Tag Archives: Free Culture

World Intellectual Property Exploitation Organization Ultimately Threatened (WIPEOUT)

I do hope they realize it. The infamous, and famously exploitative, lobby group for “intellectual property” is ultimately going to lose.

Signs of their ultimate demise abound in the actions of both the RIAA and the MPAA (as well as equivalent lobby groups in other North America and Europe). These people just don’t get it.

Been laughing out loud at some comments about the recent debate over the alleged benefits of extending British copyright for performing artists over the fifty years that anyone in their right mind would think is fair. Even some musicians are revealing the lack of breadth in their argument: they just want to be able to live off the money from their recordings from the late 1950s and early 1960s. That would stimulate innovation how, exactly? The fact that it took these people that long to realize that copyrights are meant to be temporary is preciously funny. “Oh, wait! I thought I was supposed to keep my monopoly over these recordings forever.”

Also funny is the stance of Apple Corps. and the remaining Beatles over what should be done with their music. Their first recordings will come out of copyright in the UK (and several other places) in a few years. Instead of taking advantage of the situation by making sure that the last people who by their music get added value, they prevent online music stores from selling their tracks and release a set of anachronistic remixes. Weird.

Been thinking for a while about a type of “two cultures” theory. What Larry Lessig calls “Free Culture” on one side and “Commerical Culture” on the other. The meaning of “culture” used in those cases can be relatively close to anthropological concepts, though it’s also about “creative culture,” including arts and entertainments. In the U.S. of A., Lessig’s primary target, “free culture” seems to be under attack. Elsewhere, it florishes. In any way we think about it, “free culture” is more beneficial for the greater group than a “closed culture,” whether it’s based on commercial value, on jealousy, or both. If we think competitively, there is little doubt in my head that “free culture” will eventually win and that U.S. “commercial culture” (or “permission culture,” as Lessig calls it) will collapse, bringing down a large part of U.S. society.

That is, unless some people finally wake up.

Microsoft Disinforms on Open-Source and Free-Software

Can Windows and Linux Learn to Play Nice?:

A commercial company has to build intellectual property, while the GPL, by its very nature, does not allow intellectual property to be built, making the two approaches fundamentally incompatible, Muglia said.

Interesting take on “intellectual property.’ Would benefit from a bit more of an explanation. Is “IP” the very foundation of any commercial company?
What's more awkward, though, is that Microsoft veep Bob Muglia talks about the GPL in the context of open-source.
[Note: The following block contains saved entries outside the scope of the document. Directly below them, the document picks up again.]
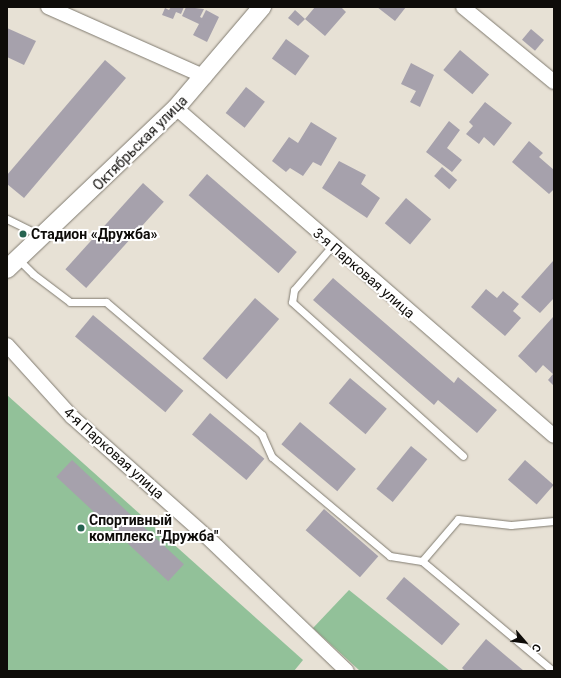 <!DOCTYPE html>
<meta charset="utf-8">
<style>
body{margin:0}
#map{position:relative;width:561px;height:678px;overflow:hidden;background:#e7e1d5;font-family:Roboto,sans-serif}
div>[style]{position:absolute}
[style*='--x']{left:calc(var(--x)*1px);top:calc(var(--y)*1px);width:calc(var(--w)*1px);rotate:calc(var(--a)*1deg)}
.green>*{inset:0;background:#92c199}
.building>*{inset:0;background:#a6a1ac;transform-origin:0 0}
.roads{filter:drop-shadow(0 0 1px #807b70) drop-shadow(0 0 1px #807b70)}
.service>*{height:7px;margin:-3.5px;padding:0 3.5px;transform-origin:3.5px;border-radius:3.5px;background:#fff}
.minor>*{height:14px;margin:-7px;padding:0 7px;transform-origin:7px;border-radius:7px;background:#fff}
.tertiary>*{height:18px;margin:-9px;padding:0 9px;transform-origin:9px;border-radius:9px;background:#fff}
.dots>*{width:11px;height:11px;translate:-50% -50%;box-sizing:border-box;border:2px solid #fff;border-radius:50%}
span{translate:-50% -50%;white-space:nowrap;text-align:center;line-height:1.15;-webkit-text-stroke:4px #fff;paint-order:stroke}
.street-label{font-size:14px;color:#0e0c09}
.poi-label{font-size:14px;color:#0e0c09;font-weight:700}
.left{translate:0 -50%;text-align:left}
.frame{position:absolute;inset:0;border:8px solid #0e0c09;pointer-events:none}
.north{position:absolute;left:505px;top:622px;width:40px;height:40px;-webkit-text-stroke:3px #fff;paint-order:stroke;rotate:118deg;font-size:11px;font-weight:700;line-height:16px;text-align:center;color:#0e0c09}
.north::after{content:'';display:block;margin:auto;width:14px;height:18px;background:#0e0c09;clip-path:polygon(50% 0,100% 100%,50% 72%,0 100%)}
</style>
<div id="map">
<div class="green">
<i style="clip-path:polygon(7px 395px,303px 660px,294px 671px,7px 671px)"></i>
<i style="clip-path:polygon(349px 590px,450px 671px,360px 671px,313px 628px)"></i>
</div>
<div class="building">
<i style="clip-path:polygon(171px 7px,184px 7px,181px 14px,176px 12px,173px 19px,162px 15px,165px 8px,169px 10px)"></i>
<i style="clip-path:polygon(186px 7px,204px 9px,200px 17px,202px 18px,206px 10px,219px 17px,207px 42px,193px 35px,199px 24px,182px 16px)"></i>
<i style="clip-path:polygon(315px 7px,341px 7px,346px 12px,325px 36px,305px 19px,298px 26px,288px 18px,295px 10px,305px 19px)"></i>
<i style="clip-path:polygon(377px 7px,406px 7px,395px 21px)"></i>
<i style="clip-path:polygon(7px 28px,36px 41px,24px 65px,7px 57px)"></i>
<i style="left:531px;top:29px;width:17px;height:14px;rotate:40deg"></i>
<i style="left:286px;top:39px;width:29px;height:24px;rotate:36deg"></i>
<i style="left:460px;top:50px;width:38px;height:26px;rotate:40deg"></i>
<i style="clip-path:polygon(105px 60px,126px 78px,24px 198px,7px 184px,7px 175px)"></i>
<i style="clip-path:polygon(411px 63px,434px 75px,420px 107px,410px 102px,416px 91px,401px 84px)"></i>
<i style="left:246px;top:87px;width:24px;height:33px;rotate:38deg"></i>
<i style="clip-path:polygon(485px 102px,512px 123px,494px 146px,484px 137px,479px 144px,466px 134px,473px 126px,469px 122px)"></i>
<i style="clip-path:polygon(449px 121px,460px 130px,447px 148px,462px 160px,452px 172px,426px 152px)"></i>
<i style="clip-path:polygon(311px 122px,337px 138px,321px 166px,313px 162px,303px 176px,290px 168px,286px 172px,272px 161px,289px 137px,298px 143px)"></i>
<i style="clip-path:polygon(529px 141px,543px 153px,539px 157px,554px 170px,554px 189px,549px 194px,512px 162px)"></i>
<i style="clip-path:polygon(339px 161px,366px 175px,361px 184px,380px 198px,367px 218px,322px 188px)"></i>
<i style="left:442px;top:167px;width:20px;height:12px;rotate:41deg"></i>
<i style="left:207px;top:174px;width:119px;height:28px;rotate:41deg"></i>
<i style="left:143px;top:183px;width:28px;height:116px;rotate:42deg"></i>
<i style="left:406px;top:198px;width:33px;height:33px;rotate:40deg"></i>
<i style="clip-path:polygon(553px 261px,554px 298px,540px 313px,521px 297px)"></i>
<i style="clip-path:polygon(333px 278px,454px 383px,458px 377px,497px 410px,477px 433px,438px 400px,434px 405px,313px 300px)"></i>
<i style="clip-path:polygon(486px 289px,497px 298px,503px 291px,519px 304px,513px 311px,521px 318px,505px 336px,471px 307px)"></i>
<i style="left:255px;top:298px;width:32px;height:80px;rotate:41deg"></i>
<i style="left:93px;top:315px;width:118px;height:28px;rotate:40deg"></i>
<i style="clip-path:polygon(553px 317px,554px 318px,554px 386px,548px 380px,553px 374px,543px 365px,536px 373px,518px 356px)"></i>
<i style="left:350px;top:378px;width:48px;height:33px;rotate:40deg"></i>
<i style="left:210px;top:413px;width:71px;height:28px;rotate:40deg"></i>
<i style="left:300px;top:422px;width:73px;height:29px;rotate:40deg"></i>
<i style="left:411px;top:446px;width:21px;height:55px;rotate:39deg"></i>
<i style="left:72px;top:460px;width:153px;height:23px;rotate:43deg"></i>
<i style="left:525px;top:460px;width:38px;height:26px;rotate:41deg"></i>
<i style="left:324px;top:509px;width:72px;height:28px;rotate:41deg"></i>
<i style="left:404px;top:577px;width:73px;height:28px;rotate:40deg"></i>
<i style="clip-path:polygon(486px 639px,524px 671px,465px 671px,462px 668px)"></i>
</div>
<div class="roads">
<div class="service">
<i style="--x:7;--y:219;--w:39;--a:26"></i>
<i style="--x:332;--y:246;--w:58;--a:130.8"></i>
<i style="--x:294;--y:290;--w:12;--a:99"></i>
<i style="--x:292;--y:302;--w:230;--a:42"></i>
<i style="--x:18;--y:259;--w:21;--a:45"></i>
<i style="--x:33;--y:274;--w:46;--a:37.1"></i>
<i style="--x:70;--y:302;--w:36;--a:0"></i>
<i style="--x:106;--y:302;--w:205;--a:40.4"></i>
<i style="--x:262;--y:435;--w:24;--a:66"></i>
<i style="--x:272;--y:457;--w:154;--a:40"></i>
<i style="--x:390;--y:556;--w:32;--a:9"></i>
<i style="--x:422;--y:561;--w:171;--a:40"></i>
<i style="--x:422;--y:561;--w:55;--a:-49.4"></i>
<i style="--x:458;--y:519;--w:53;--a:6.5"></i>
<i style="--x:511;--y:525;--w:43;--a:-5.3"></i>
</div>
<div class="minor">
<i style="--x:48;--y:7;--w:172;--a:24"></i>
<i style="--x:463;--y:7;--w:118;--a:39.5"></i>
<i style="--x:176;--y:108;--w:500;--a:40.95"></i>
<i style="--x:7;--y:345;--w:97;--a:47.9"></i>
<i style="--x:72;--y:417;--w:179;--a:41.6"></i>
<i style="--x:206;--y:536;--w:195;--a:43.8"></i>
</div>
<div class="tertiary">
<i style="--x:7;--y:269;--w:233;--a:-43.6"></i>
<i style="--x:176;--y:108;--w:133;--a:-49.6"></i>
</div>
</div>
<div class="dots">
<i style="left:23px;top:234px;background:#266450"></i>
<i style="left:81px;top:528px;background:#266450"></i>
</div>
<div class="street-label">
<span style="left:140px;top:143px;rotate:-45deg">Октябрьская улица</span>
<span style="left:364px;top:273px;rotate:41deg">3-я Парковая улица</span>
<span style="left:114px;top:453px;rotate:42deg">4-я Парковая улица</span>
</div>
<div class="poi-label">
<span class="left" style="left:31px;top:234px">Стадион «Дружба»</span>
<span class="left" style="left:89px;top:528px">Спортивный<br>комплекс "Дружба"</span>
</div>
<div class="frame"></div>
<div class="north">С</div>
</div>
As he surely knows, this is exactly where the terms “open-source” and “free software” are not interchangeable. While the two are quite similar, “free software” refers to a movement in favour of free (as in speech) or “libre” development in direct opposition to the notion of “intellectual property.” “Open-source,” on the other hand, refers to a development process through which source code for software is shared by multiple developers in an open fashion, whether or not that code is meant to be protected as “intellectual property.” In fact, many open-source projects are not only interoperable with commercial software but do in fact have commercial licenses through which they protect their IP. Whichever model we prefer, free or open, they're models of very different things. The two models are quite compatible in practice. They are both used in resistance to Microsoft's hegemony. But confounding them serves little purpose in the discussion. It might not be a strategy on Muglia's part to confuse the two issues. Interestingly enough, the “free software” vs. “open source” issue wasn't even the main thrust of the Slashdot thread on the subject, at least in the beginning.